Außerdem will ich im Namen der Fachschaft – stellvertretend für alle
Lehrenden unserer Sektion – auch Nicola
Jordan ein herzliches Dankeschön sagen, die zumindest das
Schwedisch-Angebot an der Ruhr-Universität hoffentlich noch lange fortführen
wird! Gerade
in Zeiten von Europäisierung und Globalisierung ist die kulturelle
Identitätsstiftung, die gerade von geisteswissenschaftlichen Fächern mit
internationalem Profil ausgehen kann, immens wichtig – ja geradezu
unabdingbar. So stellte unsere – gar nicht mal so kleine – Bochumer
Skandinavistik mit nur einer Professur eine unglaublich starke kulturelle
Brücke zum nördlichen Teil Europas dar: Hierzu beigetragen haben jährliche
Exkursionen, ein sehr vitales Sprachaustauschprojekt mit der Universität
Göteborg, Austauschprogramme mit Hochschulen in Schweden und Dänemark;
einen wichtigen Beitrag hierzu haben außerdem zahlreiche Gastvorträge
skandinavischer Autorinnen und Autoren sowie nicht zuletzt die mit
zeitweise über 200 Teilnehmenden mehr als gut besuchten Sprachkurse
insbesondere im Bereich Schwedisch, aber auch in Norwegisch und Dänisch
geleistet.
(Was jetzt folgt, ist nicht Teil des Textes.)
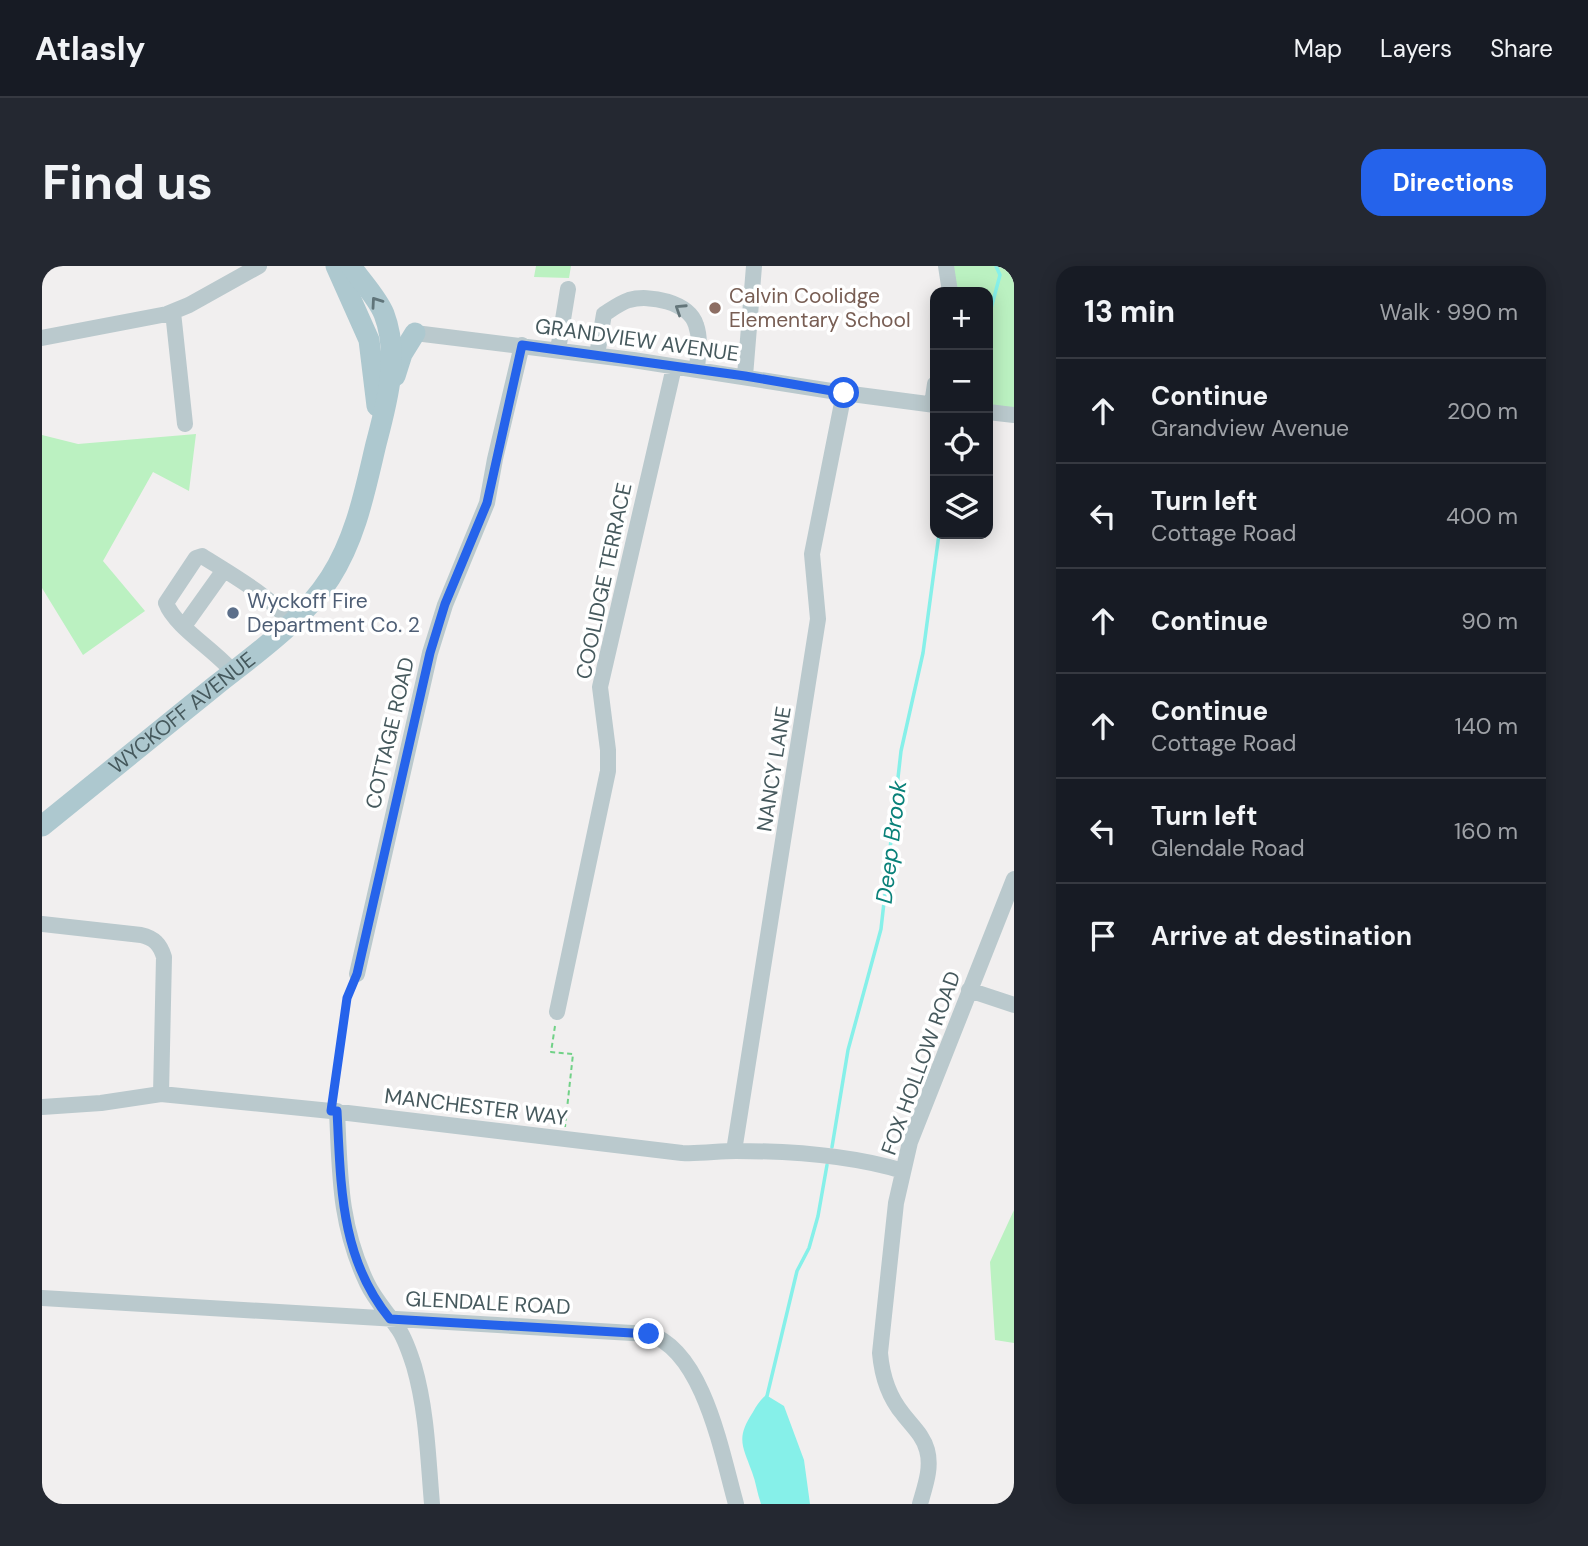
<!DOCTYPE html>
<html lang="en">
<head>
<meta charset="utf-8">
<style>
	:root { --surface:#171b24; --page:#242831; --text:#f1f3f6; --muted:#9ea1a6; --line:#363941; --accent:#2563eb }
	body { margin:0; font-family:"DM Sans",sans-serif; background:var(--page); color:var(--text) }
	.controls { position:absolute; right:21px; top:21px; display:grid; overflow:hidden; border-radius:14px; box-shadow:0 4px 18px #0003 }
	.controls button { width:63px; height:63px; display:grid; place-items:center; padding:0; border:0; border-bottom:2px solid var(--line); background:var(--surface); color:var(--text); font:35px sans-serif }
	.stop { position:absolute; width:21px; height:21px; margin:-16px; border:5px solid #2563eb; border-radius:50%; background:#fff }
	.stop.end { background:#2563eb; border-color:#fff; box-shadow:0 2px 7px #0008 }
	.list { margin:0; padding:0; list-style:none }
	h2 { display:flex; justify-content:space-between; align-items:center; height:91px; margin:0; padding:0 28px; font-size:30px }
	h2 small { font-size:23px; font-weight:400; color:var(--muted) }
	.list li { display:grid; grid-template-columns:46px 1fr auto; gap:21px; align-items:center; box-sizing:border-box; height:105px; padding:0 28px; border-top:2px solid var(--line) }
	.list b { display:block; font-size:26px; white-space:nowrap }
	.list p { margin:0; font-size:23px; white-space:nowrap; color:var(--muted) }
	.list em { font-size:23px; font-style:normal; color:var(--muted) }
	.icon { flex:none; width:38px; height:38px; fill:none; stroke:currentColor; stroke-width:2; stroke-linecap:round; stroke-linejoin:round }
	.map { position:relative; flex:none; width:972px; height:1238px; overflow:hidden; border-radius:21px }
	header { display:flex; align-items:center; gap:42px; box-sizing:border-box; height:98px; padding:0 35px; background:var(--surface); border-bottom:2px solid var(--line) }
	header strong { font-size:33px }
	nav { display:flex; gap:38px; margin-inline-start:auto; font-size:24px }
	.intro { display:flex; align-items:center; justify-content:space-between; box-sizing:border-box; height:168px; padding:0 42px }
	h1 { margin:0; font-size:49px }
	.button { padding:18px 32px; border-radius:21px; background:var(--accent); color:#fff; font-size:24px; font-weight:700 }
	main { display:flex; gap:42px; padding:0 42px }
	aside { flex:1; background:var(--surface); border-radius:21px; box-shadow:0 4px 18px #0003 }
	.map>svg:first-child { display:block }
	.green { fill:#bbf1c1 }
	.water { fill:#86f0e9 }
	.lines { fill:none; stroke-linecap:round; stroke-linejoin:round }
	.stream { stroke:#86f0e9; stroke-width:3.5 }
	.path { stroke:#71d187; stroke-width:2; stroke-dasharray:5 3.5; stroke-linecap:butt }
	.minor { stroke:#bac9cd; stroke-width:16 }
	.major { stroke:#adc8cf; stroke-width:21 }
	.oneway { stroke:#60757a }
	.oneway2 { stroke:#637579 }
	.route { stroke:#2563eb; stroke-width:9 }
	.education-dot { fill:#8d6e63; stroke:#fff; stroke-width:2.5 }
	.service-dot { fill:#5c6f8a; stroke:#fff; stroke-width:2.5 }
	.labels { text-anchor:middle; stroke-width:7; stroke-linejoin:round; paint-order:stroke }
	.education-label { font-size:21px; fill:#785e54; stroke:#fff; text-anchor:start }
	.street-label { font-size:21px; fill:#46595d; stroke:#fff }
	.service-label { font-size:21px; fill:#4e5e75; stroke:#fff; text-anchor:start }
	.water-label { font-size:23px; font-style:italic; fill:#098179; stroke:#fff }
</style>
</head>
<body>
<header>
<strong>Atlasly</strong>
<nav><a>Map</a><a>Layers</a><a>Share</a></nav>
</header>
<div class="intro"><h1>Find us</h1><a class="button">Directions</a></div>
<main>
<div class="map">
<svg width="972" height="1238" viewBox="0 0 972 1238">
	<rect width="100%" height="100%" fill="#f1efef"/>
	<path class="green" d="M494,0h35l-2,12 -35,-1z
		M907,0h65v147l-26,-4v-117h-41z
		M154,168l-7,57 -36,-19 -50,89 42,50 -62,44 -41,-67v-153l36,9z
		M972,944v133l-19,-3 -5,-78z"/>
	<path class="water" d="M724,1129l18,11 20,54 6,44h-49c-4,-11 -5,-22 -9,-32 -10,-27 -16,-34 1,-60 4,-7 7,-12 13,-17z"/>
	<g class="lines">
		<path class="stream" d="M946,54l12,-45 -4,-9
			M790,881l16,-97 33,-121 20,-178 22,-98 16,-119
			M725,1130l30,-125 12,-23 9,-32 9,-51"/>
		<path class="path" d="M513,760l-4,26 22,2 -8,73
			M290,833c5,-36 6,-77 19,-111"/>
		<path class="minor" d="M904,0l4,26
			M131,46l12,112
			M373,67l218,27 211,33 91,12
			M0,72l125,-24 22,-9 70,-39
			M516,84l10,-61
			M555,89l7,-41c8,-5 16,-11 25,-14 20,-6 60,2 67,25 5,14 2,29 1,44
			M703,110l9,-110
			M890,138l3,-20
			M946,146l26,3
			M142,360l40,-56
			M191,406c-18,-22 -58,-45 -67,-69l30,-45 6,-2c30,19 66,39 89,66
			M0,658l99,11c13,3 19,9 23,22l-3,137
			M315,708l73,-321 15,-48 42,-102 8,-44 27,-114
			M927,724l45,15
			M515,746l51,-241v-21l-8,-63 74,-320
			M0,841l59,-4 60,-9 170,17 351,42c19,1 36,-2 54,-2 57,0 114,4 167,20
			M295,845c3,64 2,113 30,172 8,17 20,29 30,44 8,10 13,27 17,39 13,45 14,92 18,138
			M692,885l84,-532 -6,-65 32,-161
			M0,1032l607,36c55,17 73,121 87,170
			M878,1238c5,-18 12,-36 7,-54 -4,-15 -15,-24 -24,-36 -15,-18 -21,-38 -23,-61l16,-150 14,-61 104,-263"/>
		<g class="major">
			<path d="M294,0l33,74 8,66"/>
			<path d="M353,110l7,-22 13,-21"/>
			<path id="s1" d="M0,560c58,-47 115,-93 173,-140 40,-32 87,-64 115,-108 26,-40 35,-88 46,-134 11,-42 24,-88 8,-130 -7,-17 -23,-33 -33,-48"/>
		</g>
	</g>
	<defs><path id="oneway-chevron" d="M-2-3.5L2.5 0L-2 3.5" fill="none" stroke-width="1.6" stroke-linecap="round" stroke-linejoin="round" transform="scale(1.75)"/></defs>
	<use class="oneway" href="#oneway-chevron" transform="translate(334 36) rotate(-125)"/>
	<use class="oneway2" href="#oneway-chevron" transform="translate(638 43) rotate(-147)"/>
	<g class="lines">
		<path class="route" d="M607,1068l-259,-15c-50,-61 -49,-133 -53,-208h-6l16,-113 10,-24 73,-321 15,-49 42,-101 35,-158 223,31 99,17"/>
	</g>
	<circle class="education-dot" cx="673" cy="42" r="7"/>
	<circle class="service-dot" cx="191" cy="347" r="7"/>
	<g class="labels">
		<g class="education-label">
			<text x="687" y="37">Calvin Coolidge<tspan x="687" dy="24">Elementary School</tspan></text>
		</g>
		<g class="street-label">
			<text transform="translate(595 74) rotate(8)" y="7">GRANDVIEW AVENUE</text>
			<text transform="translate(562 315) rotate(-78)" y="7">COOLIDGE TERRACE</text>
			<text dy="7" stroke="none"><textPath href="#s1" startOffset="180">WYCKOFF AVENUE</textPath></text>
			<text transform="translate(348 467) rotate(-77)" y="7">COTTAGE ROAD</text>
			<text transform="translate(732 503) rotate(-81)" y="7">NANCY LANE</text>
			<text transform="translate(879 797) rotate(-70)" y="7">FOX HOLLOW ROAD</text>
			<text transform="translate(434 841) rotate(7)" y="7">MANCHESTER WAY</text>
			<text transform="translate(446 1037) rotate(3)" y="7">GLENDALE ROAD</text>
		</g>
		<g class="service-label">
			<text x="205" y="342">Wyckoff Fire<tspan x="205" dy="24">Department Co. 2</tspan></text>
		</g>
		<g class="water-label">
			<text transform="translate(849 576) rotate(-83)" y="8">Deep Brook</text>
		</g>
	</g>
</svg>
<div class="controls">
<button>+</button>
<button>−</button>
<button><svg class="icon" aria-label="locate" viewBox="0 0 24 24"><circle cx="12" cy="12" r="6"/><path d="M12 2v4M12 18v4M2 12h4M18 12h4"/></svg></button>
<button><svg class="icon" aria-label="layers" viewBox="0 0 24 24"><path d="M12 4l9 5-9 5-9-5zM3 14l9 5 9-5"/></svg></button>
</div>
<div class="stop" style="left:802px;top:127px"></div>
<div class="stop end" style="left:607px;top:1068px"></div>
</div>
<aside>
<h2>13 min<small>Walk · 990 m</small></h2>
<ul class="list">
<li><svg class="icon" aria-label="ahead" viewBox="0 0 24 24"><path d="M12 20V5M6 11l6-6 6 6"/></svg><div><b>Continue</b><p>Grandview Avenue</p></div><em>200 m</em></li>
<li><svg class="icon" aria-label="left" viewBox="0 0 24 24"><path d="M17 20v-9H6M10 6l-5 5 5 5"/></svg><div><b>Turn left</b><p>Cottage Road</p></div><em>400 m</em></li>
<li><svg class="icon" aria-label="ahead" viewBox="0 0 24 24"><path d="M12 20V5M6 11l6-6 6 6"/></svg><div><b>Continue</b></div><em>90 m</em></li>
<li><svg class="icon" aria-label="ahead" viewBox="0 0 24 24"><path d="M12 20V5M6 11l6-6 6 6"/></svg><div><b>Continue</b><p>Cottage Road</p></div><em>140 m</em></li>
<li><svg class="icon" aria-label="left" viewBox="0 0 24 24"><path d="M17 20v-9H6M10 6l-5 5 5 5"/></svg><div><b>Turn left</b><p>Glendale Road</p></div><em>160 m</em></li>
<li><svg class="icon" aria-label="arrive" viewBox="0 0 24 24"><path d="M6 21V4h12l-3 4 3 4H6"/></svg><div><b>Arrive at destination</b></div></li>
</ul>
</aside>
</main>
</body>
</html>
Nicht zu vergessen ist der Multiplikatoreneffekt in der
Sprachausbildung: Jene Studierenden, die bis zum jetzigen Zeitpunkt noch
die Möglichkeit haben, an einer Ruhrgebietsuniversität weiterführende
Sprachkurse zu besuchen, werden in den nächsten Jahren diejenigen sein,
die an Volkshochschulen und privaten Sprachschulen dieses Wissen an
Menschen aus der Ruhrregion weitergeben
können. Entfiele auch die Sprachausbildung an dem bislang einzigen
universitären Standort der Skandinavistik im Ruhrgebiet, nach Paris und
London immerhin dem drittgrößten Ballungsraum der EU, gänzlich, so würde
es in unserer Region bald auch immer weniger Dozenten für eine breiteren
Sprachvermittlung geben. Auf das Ende des Faches vor Ort würde ein
Sprachkurssterben folgen. Doch zumindest diese Hoffnung bleibt, daß sich
die Verantwortlichen an der Ruhr-Uni eines besseren besinnen und zumindest
für den Erhalt des status quo
im Bereich des Sprachenangebots an dieser Universität sorgen – und dies
nicht etwa nur auf Lehrauftragsbasis, was angesichts der hohen
Teilnehmerzahlen in unseren Kursen völlig unverhältnismäßig wäre.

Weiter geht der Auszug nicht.